▸ What to do
Would you repeat every entry below word for word but drop the images?

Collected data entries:
↓
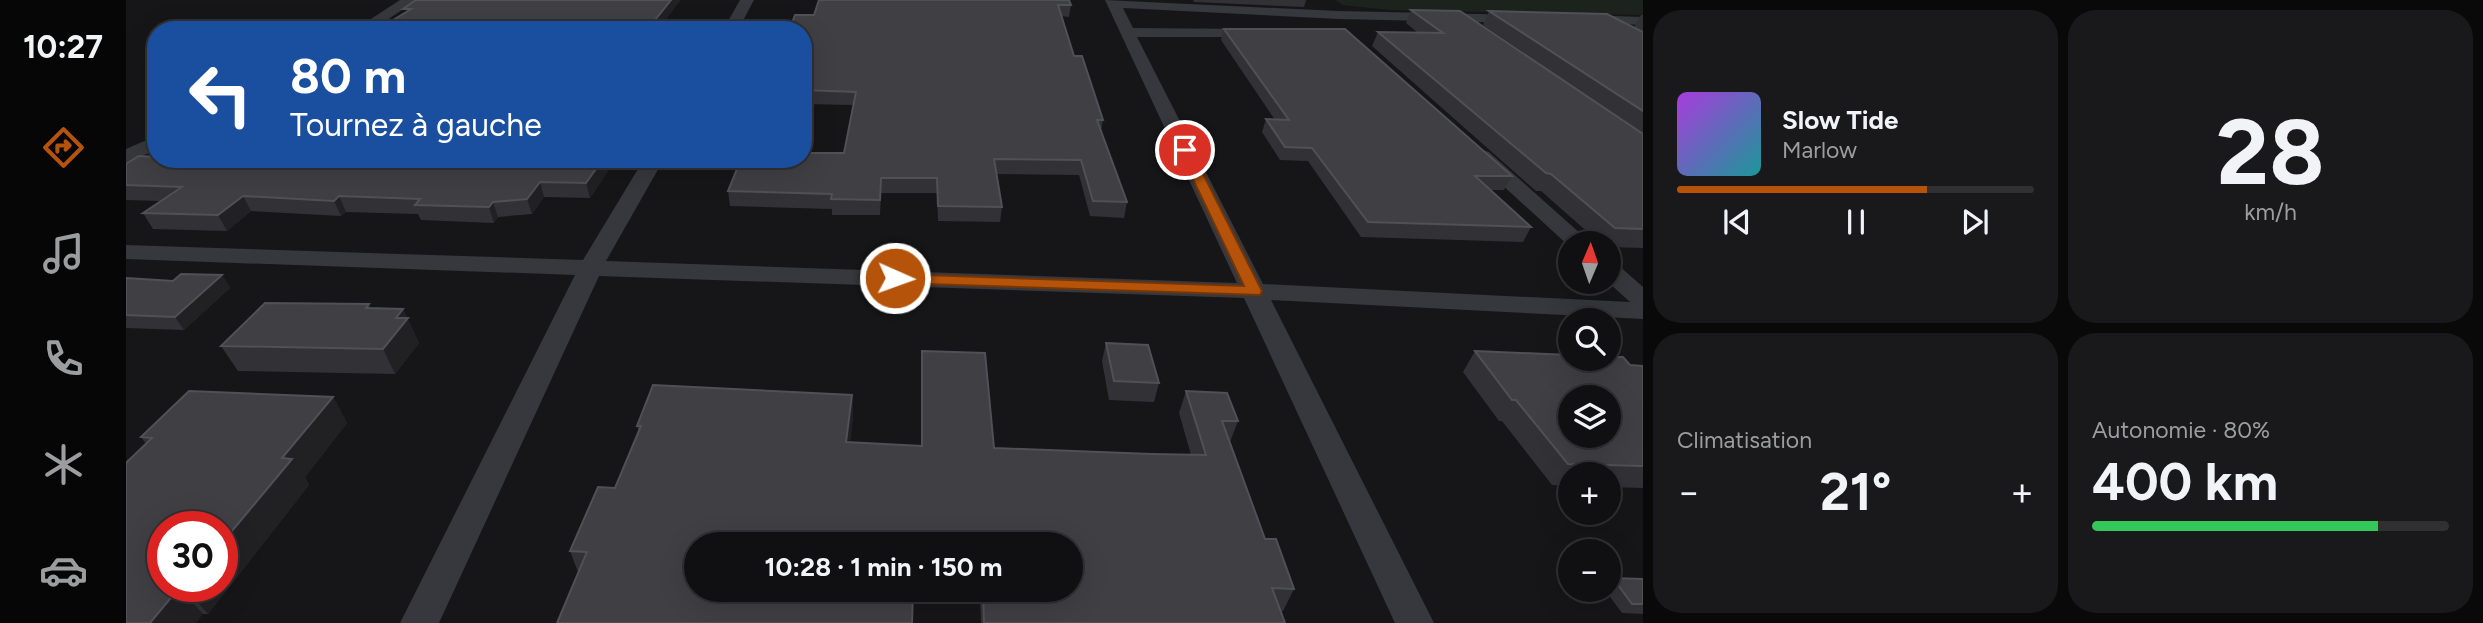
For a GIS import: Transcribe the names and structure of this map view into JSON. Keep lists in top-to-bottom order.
{
  "north": "top",
  "page": {
    "tabs": "10:27",
    "tile": [
      ["28", "km/h"],
      "Climatisation",
      ["Autonomie · 80%", "400 km"]
    ],
    "turn": ["80 m", "Tournez à gauche"],
    "song": ["Slow Tide", "Marlow"],
    "map_buttons": ["+", "−"],
    "heat": ["−", "21°", "+"],
    "limit": "30",
    "trip": "10:28 · 1 min · 150 m"
  }
}
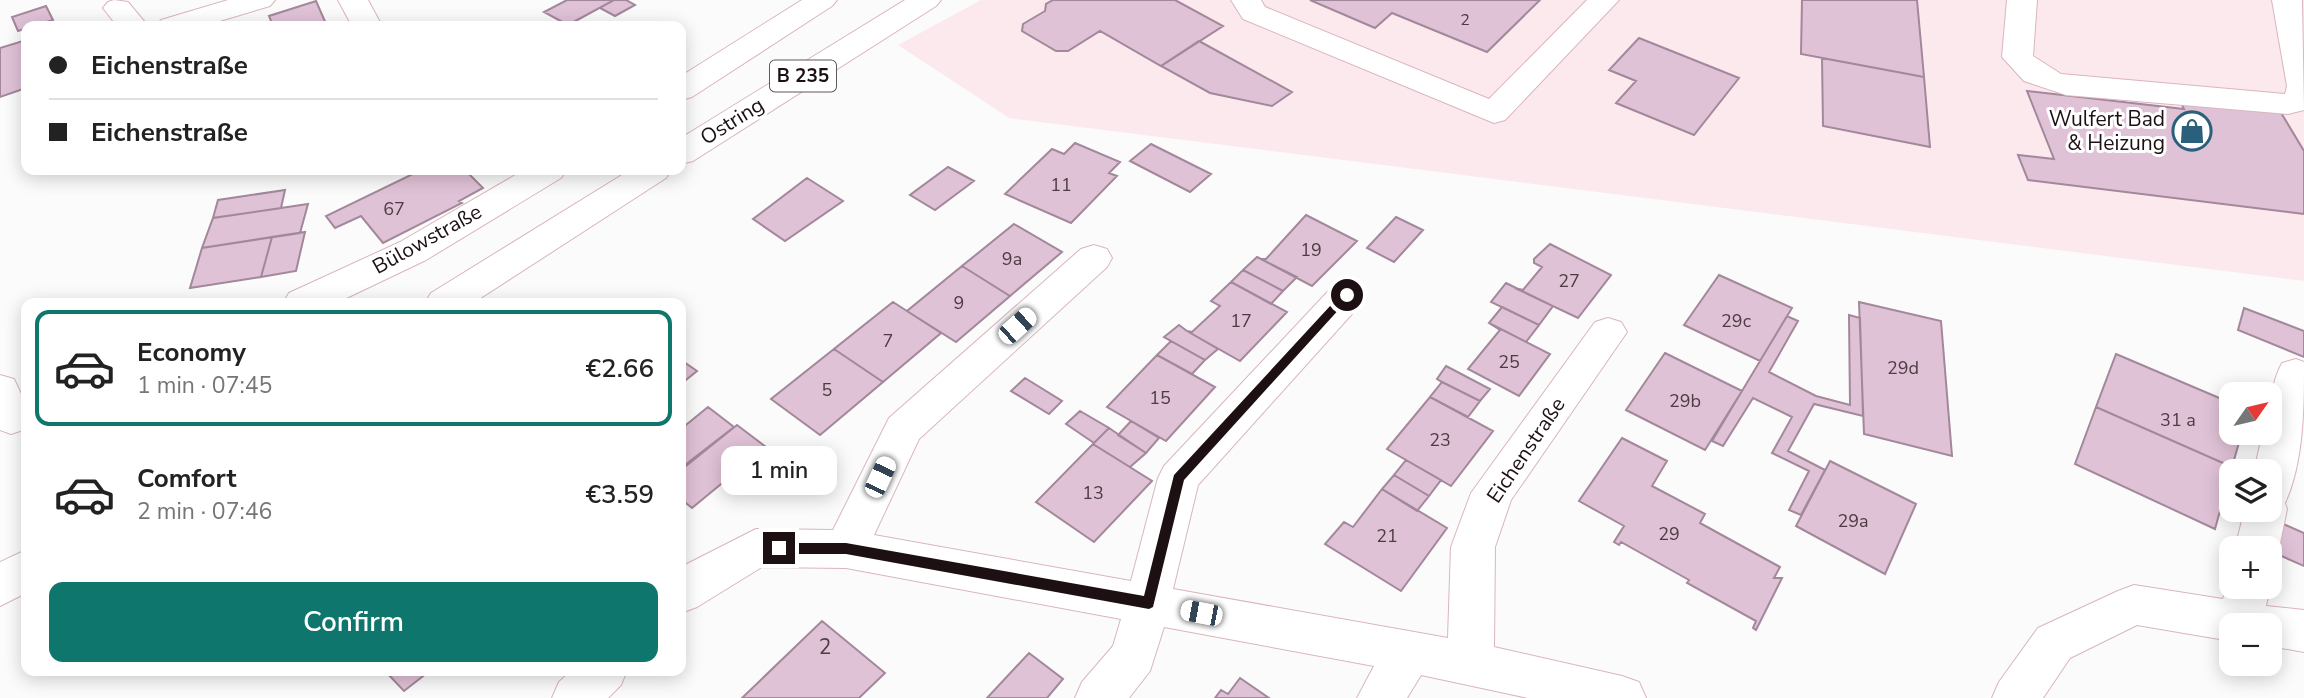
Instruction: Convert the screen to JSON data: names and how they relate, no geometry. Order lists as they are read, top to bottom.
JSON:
{
  "streets": {
    "street": [
      "B 235",
      "Ostring",
      "Bülowstraße",
      "Eichenstraße"
    ]
  },
  "places": {
    "shop": ["Wulfert Bad & Heizung"]
  },
  "house_numbers": [
    "2",
    "11",
    "67",
    "19",
    "9a",
    "27",
    "9",
    "17",
    "29c",
    "7",
    "25",
    "29d",
    "5",
    "15",
    "29b",
    "31 a",
    "23",
    "13",
    "29a",
    "29",
    "21",
    "2"
  ],
  "north": "top right",
  "page": {
    "banner": ["Eichenstraße", "Eichenstraße"],
    "list": [
      {
        "name": "Economy",
        "note": "1 min · 07:45",
        "value": "€2.66"
      },
      {
        "name": "Comfort",
        "note": "2 min · 07:46",
        "value": "€3.59"
      }
    ],
    "map_buttons": ["+", "−"],
    "bubble": "1 min",
    "buttons": "Confirm"
  }
}
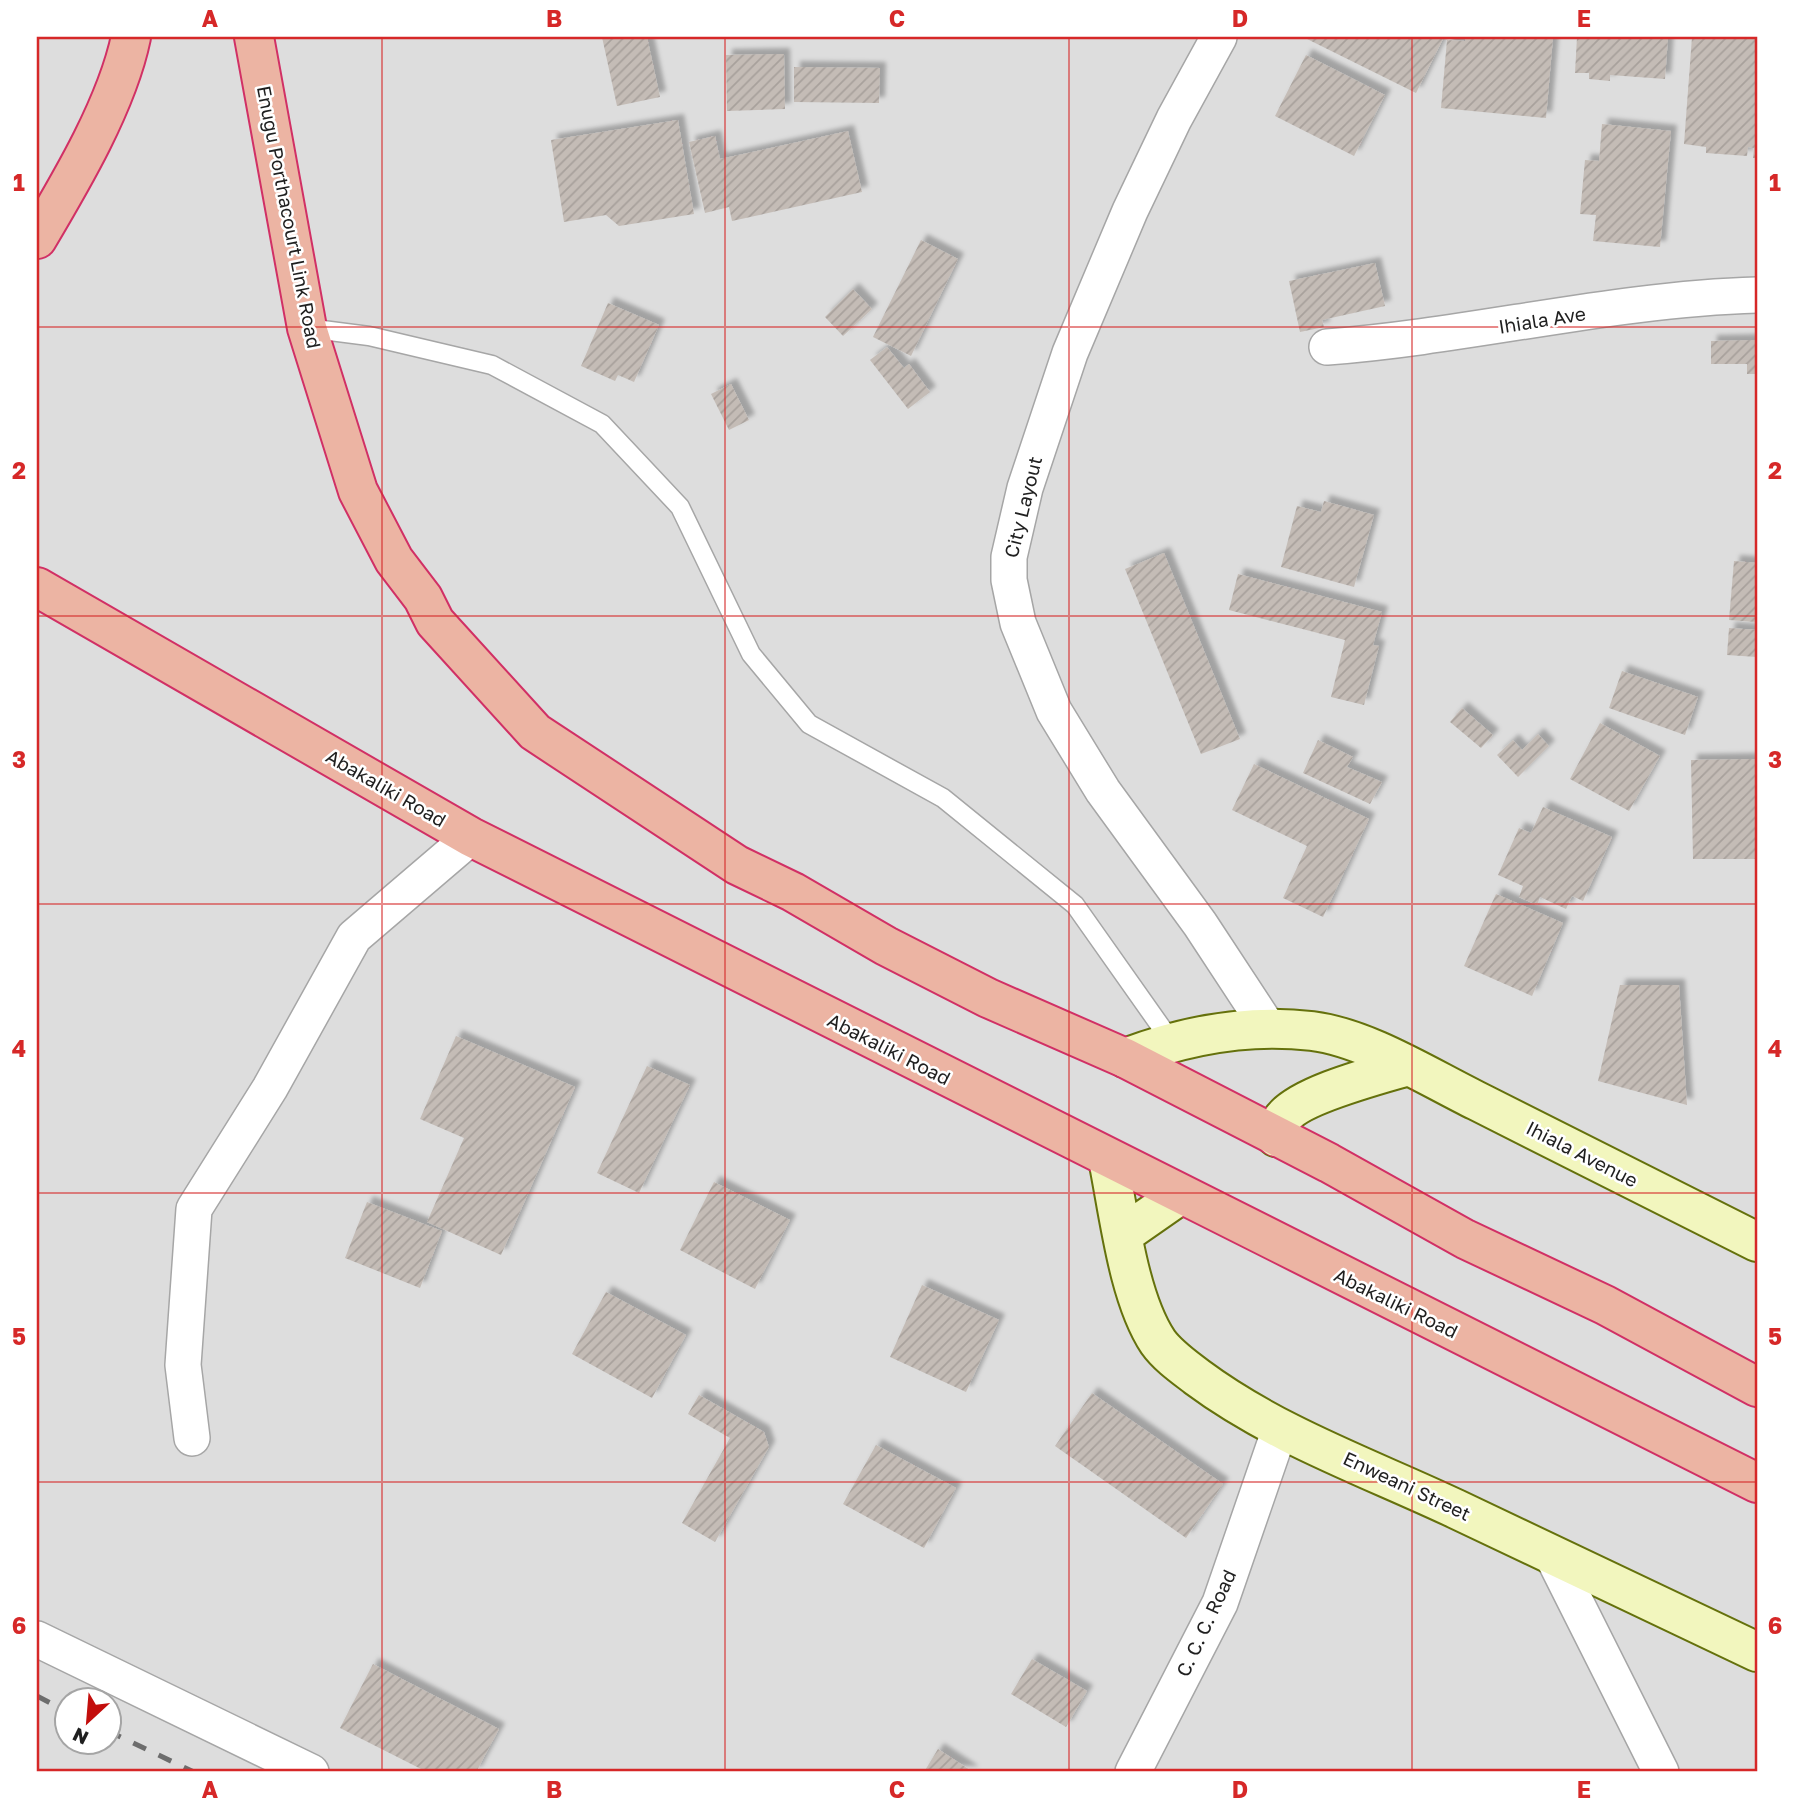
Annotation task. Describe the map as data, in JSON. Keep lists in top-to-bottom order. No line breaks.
{"streets":{"highway":["Enugu Porthacourt Link Road","Abakaliki Road"],"main road":["Ihiala Avenue","Enweani Street"],"street":["Ihiala Ave","City Layout","C. C. C. Road"]},"crossings":[["Enugu Porthacourt Link Road","Ihiala Avenue"],["City Layout","Ihiala Avenue"],["Abakaliki Road","Enweani Street"],["Enweani Street","C. C. C. Road"]],"north":"bottom left","grid":{"columns":["A","B","C","D","E"],"rows":["1","2","3","4","5","6"]}}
↑
▸ Exercise answer
For a GIS import: Transcribe the names and structure of this map view into JSON. Keep lists in top-to-bottom order.
{
  "north": "top",
  "page": {
    "tabs": "10:27",
    "tile": [
      ["28", "km/h"],
      "Climatisation",
      ["Autonomie · 80%", "400 km"]
    ],
    "turn": ["80 m", "Tournez à gauche"],
    "song": ["Slow Tide", "Marlow"],
    "map_buttons": ["+", "−"],
    "heat": ["−", "21°", "+"],
    "limit": "30",
    "trip": "10:28 · 1 min · 150 m"
  }
}
Instruction: Convert the screen to JSON data: names and how they relate, no geometry. Order lists as they are read, top to bottom.
JSON:
{
  "streets": {
    "street": [
      "B 235",
      "Ostring",
      "Bülowstraße",
      "Eichenstraße"
    ]
  },
  "places": {
    "shop": ["Wulfert Bad & Heizung"]
  },
  "house_numbers": [
    "2",
    "11",
    "67",
    "19",
    "9a",
    "27",
    "9",
    "17",
    "29c",
    "7",
    "25",
    "29d",
    "5",
    "15",
    "29b",
    "31 a",
    "23",
    "13",
    "29a",
    "29",
    "21",
    "2"
  ],
  "north": "top right",
  "page": {
    "banner": ["Eichenstraße", "Eichenstraße"],
    "list": [
      {
        "name": "Economy",
        "note": "1 min · 07:45",
        "value": "€2.66"
      },
      {
        "name": "Comfort",
        "note": "2 min · 07:46",
        "value": "€3.59"
      }
    ],
    "map_buttons": ["+", "−"],
    "bubble": "1 min",
    "buttons": "Confirm"
  }
}
Annotation task. Describe the map as data, in JSON. Keep lists in top-to-bottom order. No line breaks.
{"streets":{"highway":["Enugu Porthacourt Link Road","Abakaliki Road"],"main road":["Ihiala Avenue","Enweani Street"],"street":["Ihiala Ave","City Layout","C. C. C. Road"]},"crossings":[["Enugu Porthacourt Link Road","Ihiala Avenue"],["City Layout","Ihiala Avenue"],["Abakaliki Road","Enweani Street"],["Enweani Street","C. C. C. Road"]],"north":"bottom left","grid":{"columns":["A","B","C","D","E"],"rows":["1","2","3","4","5","6"]}}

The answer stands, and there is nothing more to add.